EXERCISE DESCRIPTION -
The answer should be a faithful retyping of the records that follow, pictures excluded.

==*==

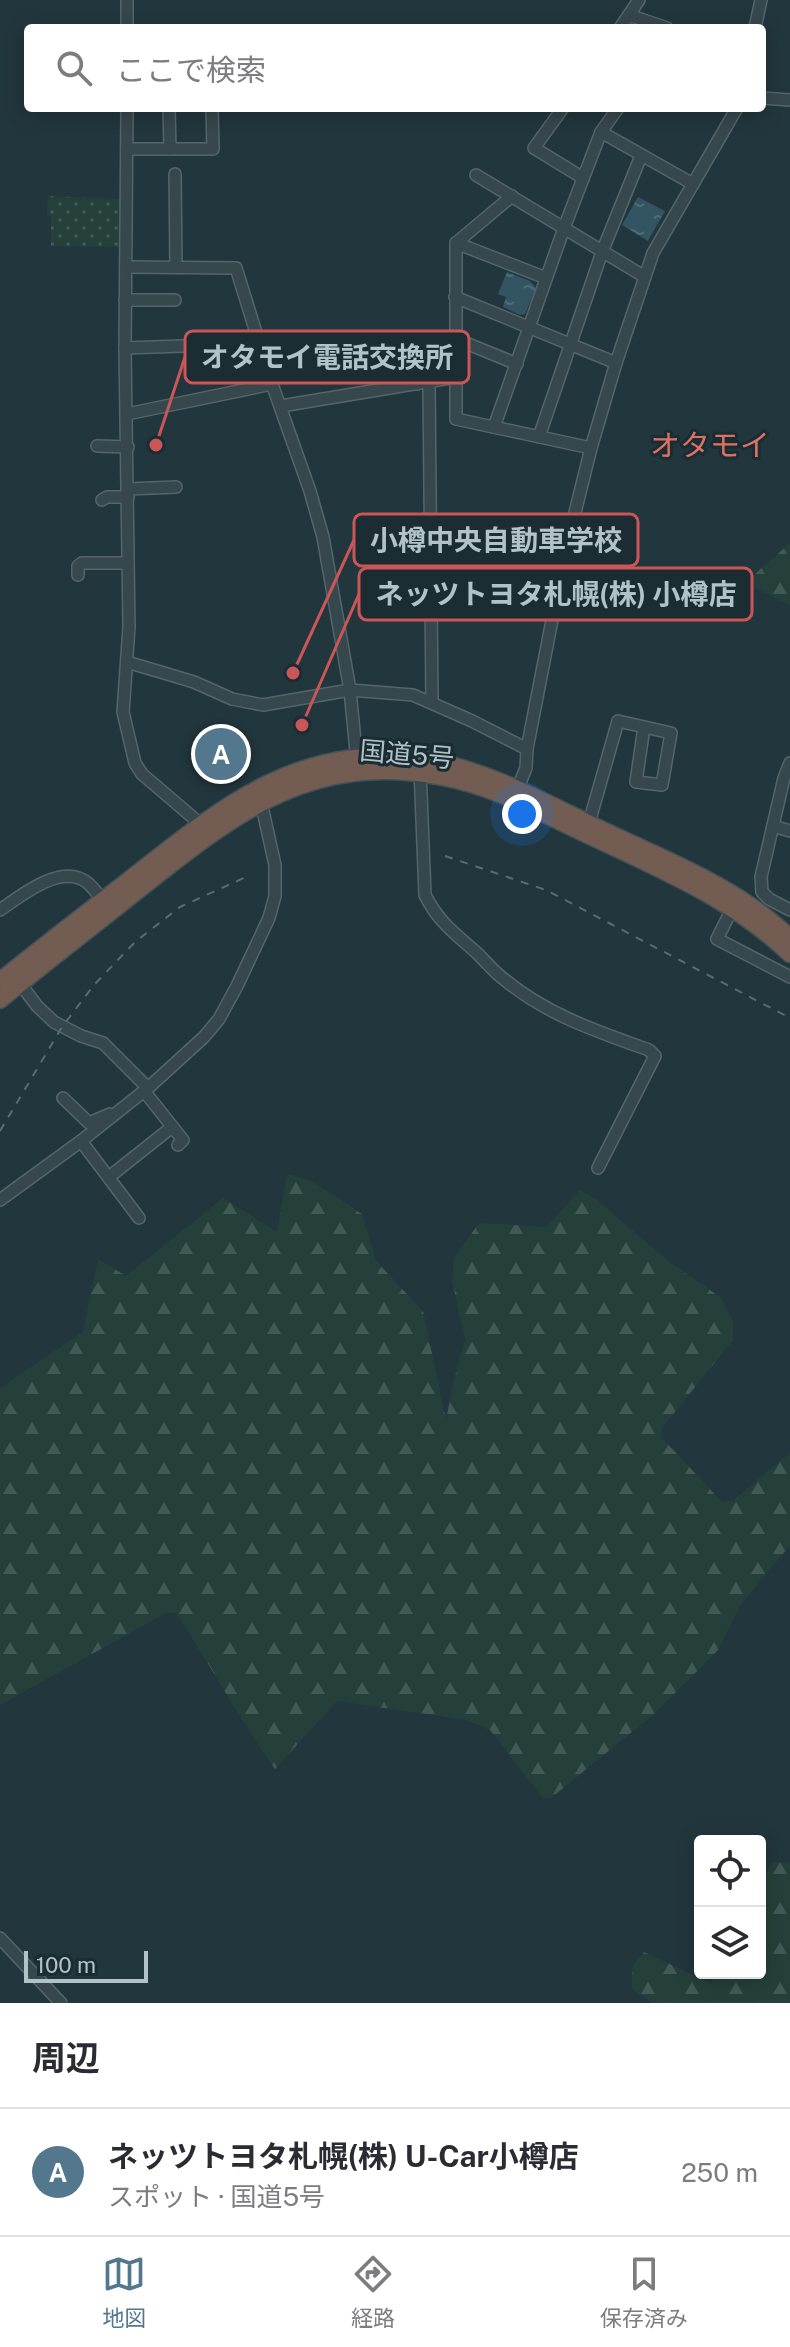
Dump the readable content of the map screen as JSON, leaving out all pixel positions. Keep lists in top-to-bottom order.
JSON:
{
  "streets": {
    "highway": ["国道5号"]
  },
  "districts": ["オタモイ"],
  "places": ["オタモイ電話交換所", "小樽中央自動車学校", "ネッツトヨタ札幌(株) 小樽店"],
  "scale_bar": "100 m",
  "page": {
    "search": "ここで検索",
    "pins": "A",
    "scale": "100 m",
    "heading": "周辺",
    "list": [
      {
        "mark": "A",
        "name": "ネッツトヨタ札幌(株) U-Car小樽店",
        "note": "スポット · 国道5号",
        "value": "250 m"
      }
    ],
    "nav": ["地図", "経路", "保存済み"]
  }
}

==*==

ANSWER TO THE EXERCISE -
Dump the readable content of the map screen as JSON, leaving out all pixel positions. Keep lists in top-to-bottom order.
JSON:
{
  "streets": {
    "highway": ["国道5号"]
  },
  "districts": ["オタモイ"],
  "places": ["オタモイ電話交換所", "小樽中央自動車学校", "ネッツトヨタ札幌(株) 小樽店"],
  "scale_bar": "100 m",
  "page": {
    "search": "ここで検索",
    "pins": "A",
    "scale": "100 m",
    "heading": "周辺",
    "list": [
      {
        "mark": "A",
        "name": "ネッツトヨタ札幌(株) U-Car小樽店",
        "note": "スポット · 国道5号",
        "value": "250 m"
      }
    ],
    "nav": ["地図", "経路", "保存済み"]
  }
}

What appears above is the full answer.